God Wants Us to Live Like the Apostle Paul
The Book of Romans
Romans 9:1-5
Sermon by Rick Crandall
Grayson Baptist Church - August 14, 2016
(Revised February 8, 2021)
BACKGROUND
*We have been going through Romans verse-by-verse, and we just finished chapter 8. That great chapter includes some of the most uplifting, encouraging words we can ever hear as Christians.
*In Romans 8:1 Paul began by saying, "There is therefore now no condemnation to those who are in Christ Jesus, who do not walk according to the flesh, but according to the Spirit." In Romans 8:28 he said, "We know that all things work together for good to those who love God, to those who are the called according to His purpose."
*Then in Romans 8:31-35 Paul asked:
31. What then shall we say to these things? If God is for us, who can be against us?
32. He who did not spare His own Son, but delivered Him up for us all, how shall He not with Him also freely give us all things?
33. Who shall bring a charge against God's elect? It is God who justifies.
34. Who is he who condemns? It is Christ who died, and furthermore is also risen, who is even at the right hand of God, who also makes intercession for us.
35. Who shall separate us from the love of Christ? Shall tribulation, or distress, or persecution, or famine, or nakedness, or peril, or sword?
*And Paul finished Romans 8 in vs. 38-39 by saying, "I am persuaded that neither death nor life, nor angels nor principalities nor powers, nor things present nor things to come, nor height nor depth, nor any other created thing, shall be able to separate us from the love of God which is in Christ Jesus our Lord."
*Praise the Lord for Romans chapter 8! Later in Romans 12, Paul will begin to focus on the practical side of our new life in Christ. But in chapters 9-11, Paul was led by the Holy Spirit to discuss the Jewish nation.
*In Romans 1:16 Paul already boldly said, "I am not ashamed of the gospel of Christ, for it is the power of God to salvation for everyone who believes, for the Jew first and also for the Greek."
*But what about the Jewish race? What about the Jewish nation? And what about the promises that God made to them as a nation? Warren Wiersbe explained, "It seems strange that Paul would interrupt his discussion of salvation and devote a long section of three chapters to the nation of Israel, but a careful study of Romans 9-11 reveals that this section is not an interruption at all. It is a necessary part of Paul’s argument for justification by faith.

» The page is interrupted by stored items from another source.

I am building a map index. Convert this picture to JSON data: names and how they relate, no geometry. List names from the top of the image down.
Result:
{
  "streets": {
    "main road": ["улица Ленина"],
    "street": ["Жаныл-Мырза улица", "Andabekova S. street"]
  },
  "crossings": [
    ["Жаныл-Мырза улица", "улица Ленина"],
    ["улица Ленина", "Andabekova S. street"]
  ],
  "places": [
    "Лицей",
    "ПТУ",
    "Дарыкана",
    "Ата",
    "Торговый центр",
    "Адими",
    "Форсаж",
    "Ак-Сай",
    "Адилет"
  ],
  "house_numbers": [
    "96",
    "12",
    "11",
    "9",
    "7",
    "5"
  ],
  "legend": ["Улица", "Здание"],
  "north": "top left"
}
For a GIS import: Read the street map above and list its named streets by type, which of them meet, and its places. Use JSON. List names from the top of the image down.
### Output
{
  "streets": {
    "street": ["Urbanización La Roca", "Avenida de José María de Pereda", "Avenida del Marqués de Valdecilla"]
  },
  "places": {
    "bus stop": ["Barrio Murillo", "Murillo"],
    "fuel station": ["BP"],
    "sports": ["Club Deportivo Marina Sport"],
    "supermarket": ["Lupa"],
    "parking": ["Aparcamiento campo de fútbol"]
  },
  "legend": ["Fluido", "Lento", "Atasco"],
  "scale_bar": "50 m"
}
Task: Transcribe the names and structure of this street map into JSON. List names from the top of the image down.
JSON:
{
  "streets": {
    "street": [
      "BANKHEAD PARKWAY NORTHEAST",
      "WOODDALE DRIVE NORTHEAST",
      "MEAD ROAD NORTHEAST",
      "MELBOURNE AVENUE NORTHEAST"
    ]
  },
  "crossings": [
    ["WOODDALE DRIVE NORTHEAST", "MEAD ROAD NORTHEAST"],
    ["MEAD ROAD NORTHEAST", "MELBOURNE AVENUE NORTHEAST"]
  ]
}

*To begin with, Paul was considered to be a traitor to the Jewish nation. He ministered to Gentiles, and he taught freedom from the Law of Moses. Paul also preached in many synagogues, and that led to trouble from the Jews who rejected Jesus. No doubt many of the Jewish Christians in Rome had heard of his questionable reputation. So, in these chapters, Paul showed his love for Israel and his desire for the welfare of his people.
*This was the personal reason for this part of his letter, but there was also a doctrinal reason. Someone might ask, 'What about the Jews? Did God fail to keep His promises to Israel?' In other words, the character of God was at stake. If God was not faithful to the Jews, how do we know He will be faithful to the Church?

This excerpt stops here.